- Task item
Lines from the records below that contain the word "number" are to be copied out.

- The input
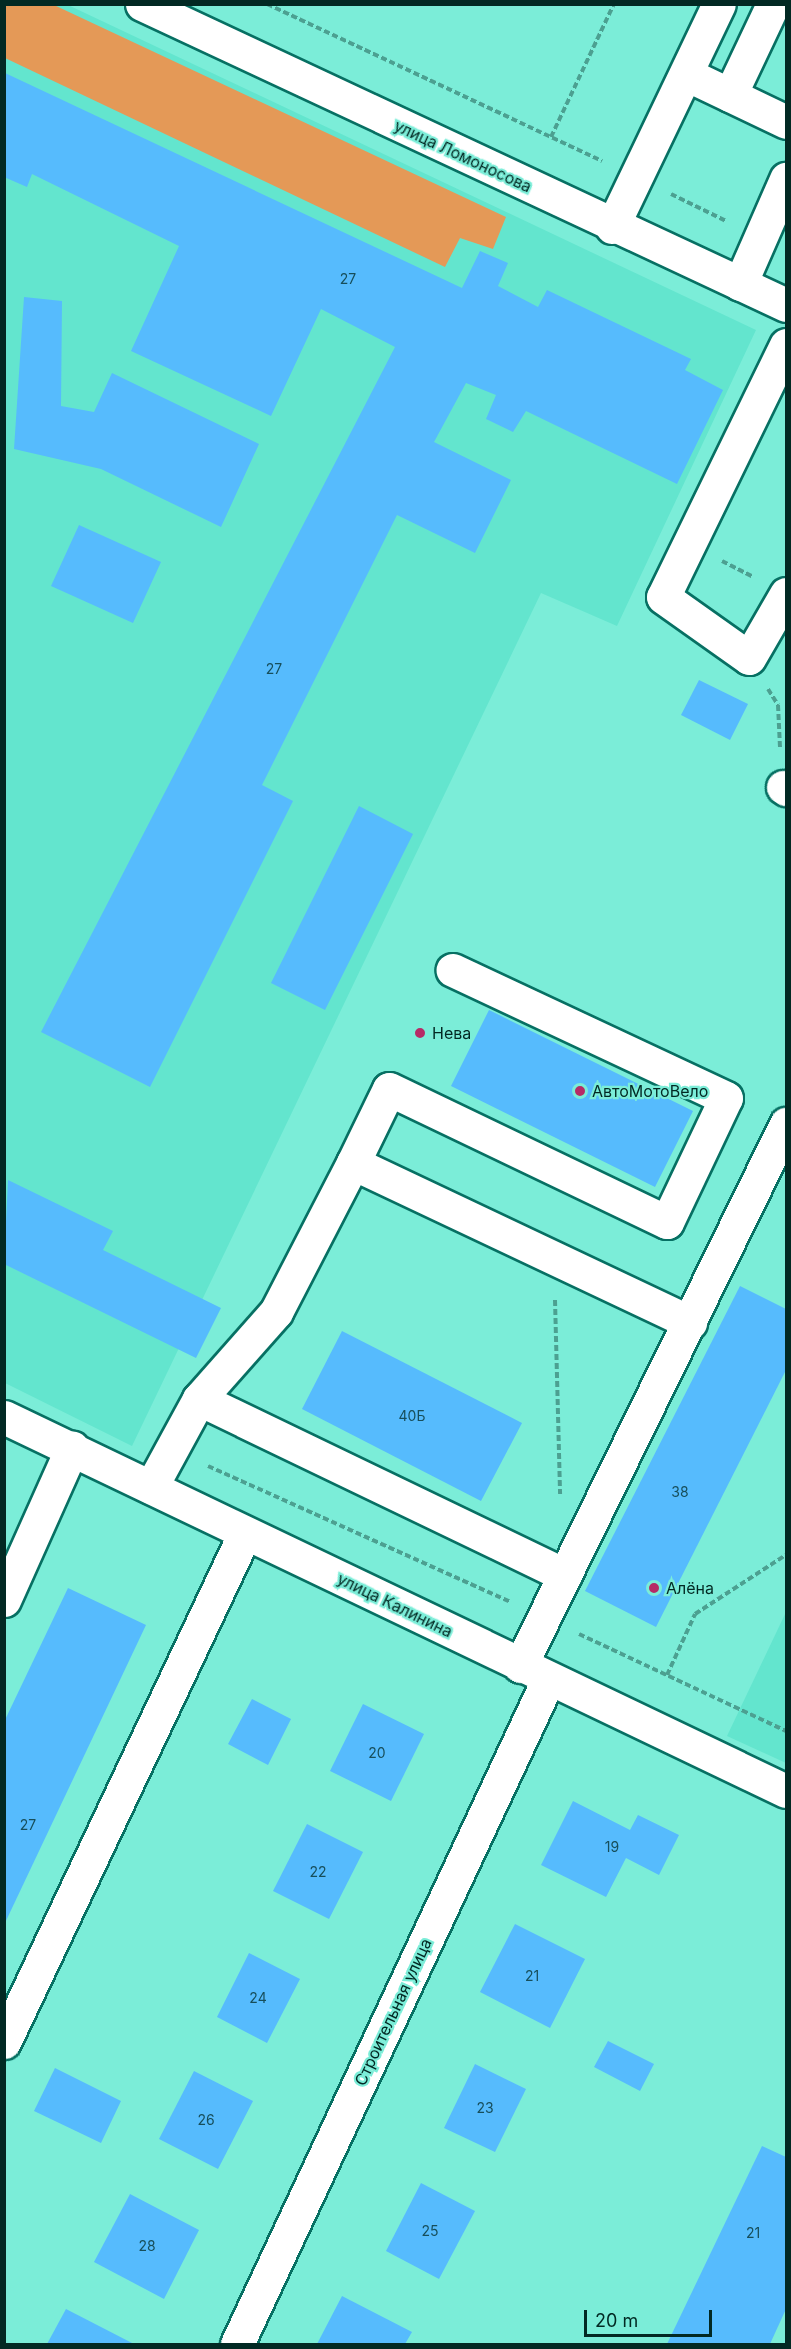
<!DOCTYPE html>
<html>
<head>
<meta charset="utf-8">
<style>
	body { margin:0 }
	#map { position:relative; width:791px; height:2349px; overflow:hidden; background:#7bedd8; font-family:Inter,sans-serif }
	div>[style] { position:absolute }
	.built>* { inset:0; background:#63e5ce }
	.green>* { inset:0; background:#e49957 }
	.building>* { inset:0; background:#56bbfd }
	.path>* { height:4px; margin-top:-2px; transform-origin:0; background:repeating-linear-gradient(90deg,#4ca091 0 6px,transparent 0 9px) }
	.roads { filter:drop-shadow(2px 0 #077063) drop-shadow(-2px 0 #077063) drop-shadow(0 2px #077063) drop-shadow(0 -2px #077063) }
	.minor>* { height:33px; margin:-16.5px; padding:0 16.5px; transform-origin:16.5px; border-radius:16.5px; background:#fff }
	.dots>* { width:16px; height:16px; translate:-50% -50%; box-sizing:border-box; border:3px solid #7bedd8; border-radius:50% }
	span { translate:-50% -50%; white-space:nowrap; text-align:center; line-height:1.15; -webkit-text-stroke:4.5px #7bedd8; paint-order:stroke }
	.number-label { font-size:14px; color:#174e5a }
	.number-label span { -webkit-text-stroke-width:0 }
	.street-label { font-size:16px; color:#022923 }
	.poi-label { font-size:16px; color:#022923 }
	.left { translate:0 -50%; text-align:left }
	.frame { position:absolute; inset:0; border:6px solid #022923; pointer-events:none }
	.scale { position:absolute; left:584px; top:2310px; width:128px; height:27px; box-sizing:border-box; border:3px solid #022923; border-top:0; padding-left:8px; font-size:18px; line-height:21px; white-space:nowrap; color:#022923; -webkit-text-stroke:4px #7bedd8; paint-order:stroke }
</style>
</head>
<body>
<div id="map">
	<div class="built">
		<i style="clip-path:polygon(4px 5px,68px 5px,756px 330px,617px 626px,541px 593px,132px 1446px,5px 1383px)"></i>
		<i style="clip-path:polygon(786px 1612px,786px 1763px,727px 1736px)"></i>
	</div>
	<div class="green">
		<i style="clip-path:polygon(5px 4px,54px 5px,506px 217px,493px 249px,460px 238px,445px 267px,5px 58px)"></i>
	</div>
	<div class="building">
		<i style="clip-path:polygon(5px 73px,462px 288px,480px 251px,508px 263px,498px 286px,538px 307px,547px 290px,691px 359px,685px 370px,723px 390px,677px 484px,526px 411px,513px 432px,486px 419px,496px 395px,466px 383px,434px 442px,511px 480px,475px 553px,397px 515px,262px 785px,293px 801px,150px 1087px,41px 1032px,395px 347px,321px 309px,271px 416px,131px 351px,179px 246px,32px 174px,27px 187px,4px 177px)"></i>
		<i style="clip-path:polygon(24px 297px,62px 301px,61px 406px,94px 412px,112px 373px,259px 444px,221px 527px,101px 469px,14px 449px)"></i>
		<i style="clip-path:polygon(79px 525px,161px 562px,133px 623px,51px 586px)"></i>
		<i style="clip-path:polygon(699px 680px,748px 704px,730px 740px,681px 715px)"></i>
		<i style="clip-path:polygon(359px 806px,413px 834px,325px 1010px,271px 983px)"></i>
		<i style="clip-path:polygon(489px 1010px,693px 1111px,655px 1187px,451px 1086px)"></i>
		<i style="clip-path:polygon(8px 1180px,113px 1231px,103px 1250px,221px 1308px,196px 1358px,4px 1264px)"></i>
		<i style="clip-path:polygon(740px 1286px,786px 1309px,786px 1370px,656px 1627px,585px 1591px)"></i>
		<i style="clip-path:polygon(342px 1331px,522px 1423px,481px 1501px,302px 1409px)"></i>
		<i style="clip-path:polygon(68px 1588px,146px 1625px,4px 1925px,4px 1722px)"></i>
		<i style="clip-path:polygon(252px 1699px,291px 1719px,268px 1765px,228px 1744px)"></i>
		<i style="clip-path:polygon(363px 1704px,424px 1734px,391px 1801px,330px 1771px)"></i>
		<i style="clip-path:polygon(573px 1801px,630px 1830px,638px 1815px,679px 1835px,659px 1875px,626px 1858px,606px 1897px,541px 1865px)"></i>
		<i style="clip-path:polygon(307px 1824px,363px 1852px,329px 1919px,273px 1891px)"></i>
		<i style="clip-path:polygon(515px 1924px,585px 1959px,550px 2028px,480px 1992px)"></i>
		<i style="clip-path:polygon(249px 1953px,300px 1979px,267px 2043px,217px 2017px)"></i>
		<i style="clip-path:polygon(608px 2041px,654px 2064px,640px 2091px,594px 2067px)"></i>
		<i style="clip-path:polygon(475px 2064px,526px 2089px,495px 2152px,444px 2128px)"></i>
		<i style="clip-path:polygon(55px 2068px,121px 2101px,101px 2143px,34px 2111px)"></i>
		<i style="clip-path:polygon(194px 2071px,253px 2101px,218px 2169px,159px 2139px)"></i>
		<i style="clip-path:polygon(762px 2146px,786px 2157px,786px 2309px,770px 2344px,667px 2344px)"></i>
		<i style="clip-path:polygon(421px 2183px,475px 2211px,439px 2279px,386px 2251px)"></i>
		<i style="clip-path:polygon(130px 2194px,199px 2230px,164px 2299px,94px 2262px)"></i>
		<i style="clip-path:polygon(342px 2296px,412px 2332px,405px 2344px,317px 2344px)"></i>
		<i style="clip-path:polygon(66px 2309px,134px 2344px,47px 2344px)"></i>
	</div>
	<div class="path">
		<i style="left:267px;top:4px;width:370px;rotate:25.1deg"></i>
		<i style="left:551px;top:137px;width:147px;rotate:-64.7deg"></i>
		<i style="left:671px;top:194px;width:61px;rotate:26.1deg"></i>
		<i style="left:722px;top:561px;width:35px;rotate:27deg"></i>
		<i style="left:768px;top:689px;width:19px;rotate:58deg"></i>
		<i style="left:778px;top:705px;width:43px;rotate:87.3deg"></i>
		<i style="left:555px;top:1300px;width:194px;rotate:88.5deg"></i>
		<i style="left:208px;top:1466px;width:331px;rotate:24.2deg"></i>
		<i style="left:579px;top:1634px;width:229px;rotate:25.1deg"></i>
		<i style="left:667px;top:1675px;width:67px;rotate:-65.3deg"></i>
		<i style="left:695px;top:1614px;width:108px;rotate:-33deg"></i>
	</div>
	<div class="roads">
		<div class="minor">
			<i style="left:142px;top:4px;width:711px;rotate:25.05deg"></i>
			<i style="left:686px;top:74px;width:111px;rotate:25.6deg"></i>
			<i style="left:730px;top:95px;width:101px;rotate:-64.7deg"></i>
			<i style="left:612px;top:227px;width:247px;rotate:-64.4deg"></i>
			<i style="left:740px;top:284px;width:115px;rotate:-66.3deg"></i>
			<i style="left:786px;top:345px;width:280px;rotate:116deg"></i>
			<i style="left:663px;top:597px;width:105px;rotate:35.3deg"></i>
			<i style="left:749px;top:658px;width:74px;rotate:-60deg"></i>
			<i style="left:783px;top:787px;width:4px;rotate:34deg"></i>
			<i style="left:353px;top:1163px;width:82px;rotate:-64.1deg"></i>
			<i style="left:389px;top:1089px;width:308px;rotate:25.6deg"></i>
			<i style="left:667px;top:1222px;width:137px;rotate:-64.6deg"></i>
			<i style="left:726px;top:1098px;width:302px;rotate:-154.9deg"></i>
			<i style="left:199px;top:1399px;width:406px;rotate:25.7deg"></i>
			<i style="left:4px;top:1417px;width:867px;rotate:25.56deg"></i>
			<i style="left:151px;top:1487px;width:100px;rotate:-61.4deg"></i>
			<i style="left:199px;top:1399px;width:116px;rotate:-48.5deg"></i>
			<i style="left:276px;top:1312px;width:168px;rotate:-62.7deg"></i>
			<i style="left:353px;top:1163px;width:373px;rotate:25.3deg"></i>
			<i style="left:4px;top:1600px;width:167px;rotate:-65.9deg"></i>
			<i style="left:520px;top:1666px;width:604px;rotate:-63.86deg"></i>
			<i style="left:4px;top:2042px;width:563px;rotate:-64.66deg"></i>
			<i style="left:237px;top:2344px;width:733px;rotate:-64.9deg"></i>
		</div>
	</div>
	<div class="dots">
		<i style="left:420px;top:1033px;background:#b62b66"></i>
		<i style="left:580px;top:1091px;background:#b62b66"></i>
		<i style="left:654px;top:1588px;background:#b62b66"></i>
	</div>
	<div class="number-label">
		<span style="left:348px;top:279px">27</span>
		<span style="left:274px;top:669px">27</span>
		<span style="left:412px;top:1416px">40Б</span>
		<span style="left:680px;top:1492px">38</span>
		<span style="left:377px;top:1753px">20</span>
		<span style="left:28px;top:1825px">27</span>
		<span style="left:612px;top:1847px">19</span>
		<span style="left:318px;top:1872px">22</span>
		<span style="left:532px;top:1976px">21</span>
		<span style="left:258px;top:1998px">24</span>
		<span style="left:485px;top:2108px">23</span>
		<span style="left:206px;top:2120px">26</span>
		<span style="left:430px;top:2231px">25</span>
		<span style="left:753px;top:2233px">21</span>
		<span style="left:147px;top:2246px">28</span>
	</div>
	<div class="street-label">
		<span style="left:463px;top:156px;rotate:25deg">улица Ломоносова</span>
		<span style="left:395px;top:1605px;rotate:26deg">улица Калинина</span>
		<span style="left:393px;top:2012px;rotate:-65deg">Строительная улица</span>
	</div>
	<div class="poi-label">
		<span class="left" style="left:432px;top:1033px">Нева</span>
		<span class="left" style="left:592px;top:1091px">АвтоМотоВело</span>
		<span class="left" style="left:666px;top:1588px">Алёна</span>
	</div>
	<div class="frame"></div>
	<div class="scale">20 m</div>
</div>
</body>
</html>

- Written solution
	.number-label { font-size:14px; color:#174e5a }
	.number-label span { -webkit-text-stroke-width:0 }
	<div class="number-label">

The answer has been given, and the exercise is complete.